The Back Page: Five reasons the Apple Studio Display ended up with an A13 processor

Ever since earlier this month, when Apple broke the minds—and bank accounts—of its devoted power users by delivering the unexpected announcement of a new and long-awaited Apple consumer display, the internet has been awash in rumors over one particular quirk of the monitor: Why does the Apple Studio Display contain an A13 processor, complete with 64GB of flash storage?

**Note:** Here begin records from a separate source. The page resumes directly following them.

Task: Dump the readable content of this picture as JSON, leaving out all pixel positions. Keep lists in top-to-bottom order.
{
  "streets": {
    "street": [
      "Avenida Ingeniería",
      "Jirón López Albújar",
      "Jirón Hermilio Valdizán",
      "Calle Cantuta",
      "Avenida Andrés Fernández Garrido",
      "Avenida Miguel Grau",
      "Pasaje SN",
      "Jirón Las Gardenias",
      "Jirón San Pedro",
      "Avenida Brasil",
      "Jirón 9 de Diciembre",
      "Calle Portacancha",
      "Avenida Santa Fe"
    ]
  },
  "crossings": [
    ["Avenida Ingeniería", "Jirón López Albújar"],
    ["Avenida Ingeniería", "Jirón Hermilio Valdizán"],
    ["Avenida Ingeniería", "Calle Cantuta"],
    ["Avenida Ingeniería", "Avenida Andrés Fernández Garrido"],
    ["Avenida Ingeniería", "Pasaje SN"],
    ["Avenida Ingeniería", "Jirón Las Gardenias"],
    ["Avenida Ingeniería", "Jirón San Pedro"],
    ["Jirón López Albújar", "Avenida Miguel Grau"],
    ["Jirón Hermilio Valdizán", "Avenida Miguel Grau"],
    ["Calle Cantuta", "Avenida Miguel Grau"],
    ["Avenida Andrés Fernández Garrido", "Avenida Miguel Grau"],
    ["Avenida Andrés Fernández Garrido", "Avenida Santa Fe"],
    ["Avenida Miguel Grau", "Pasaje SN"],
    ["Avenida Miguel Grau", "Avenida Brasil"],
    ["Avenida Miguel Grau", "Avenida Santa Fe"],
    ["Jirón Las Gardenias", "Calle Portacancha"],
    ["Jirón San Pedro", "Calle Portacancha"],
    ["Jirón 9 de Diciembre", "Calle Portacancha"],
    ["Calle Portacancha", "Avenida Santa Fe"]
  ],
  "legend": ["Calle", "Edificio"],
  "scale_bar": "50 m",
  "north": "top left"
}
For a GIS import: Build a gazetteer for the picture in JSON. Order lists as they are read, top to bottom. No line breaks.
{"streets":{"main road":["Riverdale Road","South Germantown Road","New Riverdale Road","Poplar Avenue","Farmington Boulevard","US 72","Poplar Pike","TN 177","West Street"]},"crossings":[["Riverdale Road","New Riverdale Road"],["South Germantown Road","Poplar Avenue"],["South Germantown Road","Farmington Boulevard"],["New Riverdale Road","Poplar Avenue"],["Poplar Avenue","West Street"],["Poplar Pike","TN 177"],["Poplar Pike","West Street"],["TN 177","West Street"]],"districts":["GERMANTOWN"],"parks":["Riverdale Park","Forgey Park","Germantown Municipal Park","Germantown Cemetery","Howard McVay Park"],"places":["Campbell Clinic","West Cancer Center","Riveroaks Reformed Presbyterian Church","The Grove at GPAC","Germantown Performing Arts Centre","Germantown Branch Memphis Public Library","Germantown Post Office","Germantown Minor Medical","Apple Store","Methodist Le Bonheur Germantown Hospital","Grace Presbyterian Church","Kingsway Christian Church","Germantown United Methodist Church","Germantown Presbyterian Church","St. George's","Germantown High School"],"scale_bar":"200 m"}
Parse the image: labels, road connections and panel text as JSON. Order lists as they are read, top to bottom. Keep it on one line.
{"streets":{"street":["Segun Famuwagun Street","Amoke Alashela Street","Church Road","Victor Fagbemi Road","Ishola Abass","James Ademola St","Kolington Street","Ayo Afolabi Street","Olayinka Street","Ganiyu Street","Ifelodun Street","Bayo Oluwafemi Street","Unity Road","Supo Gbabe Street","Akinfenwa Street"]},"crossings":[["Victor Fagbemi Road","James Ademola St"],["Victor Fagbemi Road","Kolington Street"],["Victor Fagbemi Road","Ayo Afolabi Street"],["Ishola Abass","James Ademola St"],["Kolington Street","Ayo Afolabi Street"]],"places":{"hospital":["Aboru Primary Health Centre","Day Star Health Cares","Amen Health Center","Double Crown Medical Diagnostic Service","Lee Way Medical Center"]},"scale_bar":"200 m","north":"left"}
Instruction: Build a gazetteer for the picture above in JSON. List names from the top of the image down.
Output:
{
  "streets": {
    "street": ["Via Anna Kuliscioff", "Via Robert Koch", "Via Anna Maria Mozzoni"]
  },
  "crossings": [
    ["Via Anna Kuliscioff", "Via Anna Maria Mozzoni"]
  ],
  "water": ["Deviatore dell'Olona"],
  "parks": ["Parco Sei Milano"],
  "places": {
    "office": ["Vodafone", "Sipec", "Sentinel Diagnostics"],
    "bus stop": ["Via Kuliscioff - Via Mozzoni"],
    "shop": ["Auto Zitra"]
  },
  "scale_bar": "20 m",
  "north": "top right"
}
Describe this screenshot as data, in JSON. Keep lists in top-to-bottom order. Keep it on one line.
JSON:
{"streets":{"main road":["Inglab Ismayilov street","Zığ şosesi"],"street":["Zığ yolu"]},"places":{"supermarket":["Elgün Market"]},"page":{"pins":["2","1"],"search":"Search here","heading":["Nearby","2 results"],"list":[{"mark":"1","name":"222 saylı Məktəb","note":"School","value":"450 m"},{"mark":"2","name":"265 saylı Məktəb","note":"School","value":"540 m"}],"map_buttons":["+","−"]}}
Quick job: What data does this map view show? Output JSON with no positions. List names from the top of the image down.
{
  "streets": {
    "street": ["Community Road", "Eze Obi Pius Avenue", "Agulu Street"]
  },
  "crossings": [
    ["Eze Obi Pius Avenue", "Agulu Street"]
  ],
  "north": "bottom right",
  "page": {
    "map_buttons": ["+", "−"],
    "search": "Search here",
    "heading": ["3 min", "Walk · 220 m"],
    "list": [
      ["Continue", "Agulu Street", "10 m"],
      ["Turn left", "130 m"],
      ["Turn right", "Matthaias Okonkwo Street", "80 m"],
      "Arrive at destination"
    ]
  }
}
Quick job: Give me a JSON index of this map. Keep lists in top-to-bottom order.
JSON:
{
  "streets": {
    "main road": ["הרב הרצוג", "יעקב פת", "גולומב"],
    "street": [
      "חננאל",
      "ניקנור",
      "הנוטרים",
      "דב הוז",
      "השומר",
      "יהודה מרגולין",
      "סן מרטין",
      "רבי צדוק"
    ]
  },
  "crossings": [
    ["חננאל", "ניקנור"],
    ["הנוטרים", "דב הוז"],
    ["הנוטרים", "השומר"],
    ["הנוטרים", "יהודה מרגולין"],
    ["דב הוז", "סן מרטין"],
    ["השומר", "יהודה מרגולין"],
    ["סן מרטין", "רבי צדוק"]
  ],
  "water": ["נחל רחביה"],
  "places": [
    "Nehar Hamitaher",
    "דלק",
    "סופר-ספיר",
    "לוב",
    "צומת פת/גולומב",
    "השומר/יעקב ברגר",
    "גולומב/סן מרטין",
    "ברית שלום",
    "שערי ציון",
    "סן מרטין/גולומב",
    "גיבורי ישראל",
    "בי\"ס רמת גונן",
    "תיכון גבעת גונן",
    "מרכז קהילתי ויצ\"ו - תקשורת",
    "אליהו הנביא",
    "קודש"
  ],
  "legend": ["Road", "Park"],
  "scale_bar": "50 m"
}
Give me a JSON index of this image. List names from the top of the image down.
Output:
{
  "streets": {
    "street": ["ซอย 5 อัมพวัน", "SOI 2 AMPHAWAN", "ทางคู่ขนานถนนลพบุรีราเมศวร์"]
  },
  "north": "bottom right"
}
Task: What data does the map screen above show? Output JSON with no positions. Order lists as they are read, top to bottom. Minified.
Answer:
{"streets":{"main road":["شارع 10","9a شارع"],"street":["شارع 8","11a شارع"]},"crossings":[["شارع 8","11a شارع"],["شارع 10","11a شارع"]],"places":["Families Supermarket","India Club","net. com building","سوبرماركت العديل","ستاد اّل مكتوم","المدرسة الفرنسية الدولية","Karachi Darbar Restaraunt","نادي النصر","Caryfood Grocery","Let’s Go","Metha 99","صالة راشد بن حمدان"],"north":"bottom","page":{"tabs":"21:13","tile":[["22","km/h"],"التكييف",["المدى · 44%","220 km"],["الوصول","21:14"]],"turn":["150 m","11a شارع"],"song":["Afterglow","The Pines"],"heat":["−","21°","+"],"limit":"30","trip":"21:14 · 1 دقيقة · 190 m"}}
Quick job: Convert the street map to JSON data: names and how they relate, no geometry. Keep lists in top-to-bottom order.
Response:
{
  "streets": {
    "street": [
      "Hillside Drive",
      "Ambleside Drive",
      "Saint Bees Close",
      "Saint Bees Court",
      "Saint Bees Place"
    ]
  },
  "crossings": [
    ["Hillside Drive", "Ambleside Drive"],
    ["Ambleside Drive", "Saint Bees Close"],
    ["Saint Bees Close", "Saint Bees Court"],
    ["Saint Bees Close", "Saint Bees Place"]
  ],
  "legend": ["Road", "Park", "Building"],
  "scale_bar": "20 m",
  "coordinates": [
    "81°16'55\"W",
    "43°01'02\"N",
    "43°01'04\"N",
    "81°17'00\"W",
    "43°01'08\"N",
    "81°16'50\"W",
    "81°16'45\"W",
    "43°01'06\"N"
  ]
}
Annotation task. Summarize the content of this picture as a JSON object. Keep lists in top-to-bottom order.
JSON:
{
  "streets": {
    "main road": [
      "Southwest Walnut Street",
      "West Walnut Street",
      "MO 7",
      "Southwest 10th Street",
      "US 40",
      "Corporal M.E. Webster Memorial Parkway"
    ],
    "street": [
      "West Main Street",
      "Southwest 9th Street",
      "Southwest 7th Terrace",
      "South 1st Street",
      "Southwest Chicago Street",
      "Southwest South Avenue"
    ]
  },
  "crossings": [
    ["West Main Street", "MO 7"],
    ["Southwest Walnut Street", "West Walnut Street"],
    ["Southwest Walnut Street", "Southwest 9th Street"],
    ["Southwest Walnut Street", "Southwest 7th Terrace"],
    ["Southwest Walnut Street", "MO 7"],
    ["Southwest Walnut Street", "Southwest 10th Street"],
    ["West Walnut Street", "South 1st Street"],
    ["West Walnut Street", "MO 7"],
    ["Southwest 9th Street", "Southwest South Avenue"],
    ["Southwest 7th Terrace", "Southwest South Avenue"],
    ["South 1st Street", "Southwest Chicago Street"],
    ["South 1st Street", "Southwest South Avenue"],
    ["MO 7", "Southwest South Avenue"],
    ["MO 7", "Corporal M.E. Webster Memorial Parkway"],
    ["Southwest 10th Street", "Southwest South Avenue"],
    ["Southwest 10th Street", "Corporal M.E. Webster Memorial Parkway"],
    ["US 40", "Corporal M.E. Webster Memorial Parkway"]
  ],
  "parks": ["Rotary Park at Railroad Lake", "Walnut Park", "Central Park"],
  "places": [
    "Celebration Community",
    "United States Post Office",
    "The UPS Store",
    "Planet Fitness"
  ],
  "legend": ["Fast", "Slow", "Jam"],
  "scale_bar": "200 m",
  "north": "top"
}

It’s a good question and one that we here at Six Colors couldn’t simply wave off under the guise of “managing the display’s ‘studio-quality’ sound and Center Stage.” That’s just what Apple wants you to think.

So we’ve been tirelessly chasing down leads to uncover what exactly the point is of building an iPhone-level processor that, as recently as two years and a half years ago was the company’s state of the art, into a glorified TV.

Although we have not yet been able to conclusively prove the purpose of this seemingly overpowered piece of hardware, we have narrowed down the field to the most likely rationales behind its inclusion, which we present to you now in order of their relative likelihood, from least to most.

The Studio Display is simply a stretched-out iPhone 11: It’s not the most reasonable answer, naturally. That’s why it’s at this end of the list. But we can’t discount the possibility that Apple has created some sort of physics-defying robot capable of stretching a 6.1-inch display into a 27-inch display. After all, they’ve already got a robot that takes apart old devices for recycling, and they’ve reportedly been working on foldable displays for years, so maybe they just stumbled into something.

The Studio Display is secretly a touchscreen device running iOS: Okay, a little more plausible. We’ve tried touching a Studio Display and so far all we’ve ended up with are fingerprints all over our brand new screen. But look, maybe Apple just hasn’t activated the secret features that will make the touchscreen spring to life, instantly eating the Surface Studio’s1 lunch.

Apple is using Studio Display’s processing power to improve machine learning: All those extra cycles, potentially going to waste. Surely there must be something useful to do with them? Well, there is, and its name is Siri. Clearly Apple’s voice assistant could use a little assistance of its own when it comes to understanding complex queries like “set a timer for fifteen minutes, no I didn’t say fifty minutes, I said fifteen, one-five, oh never mind.”

It was cheaper than giving everybody more iCloud Storage: You want to put your files somewhere? Great! Stick ’em in your display. By all accounts, the A13 only uses 2GB of that 64GB of storage, space—that’s 62GB of storage left over for all your pictures of brunch.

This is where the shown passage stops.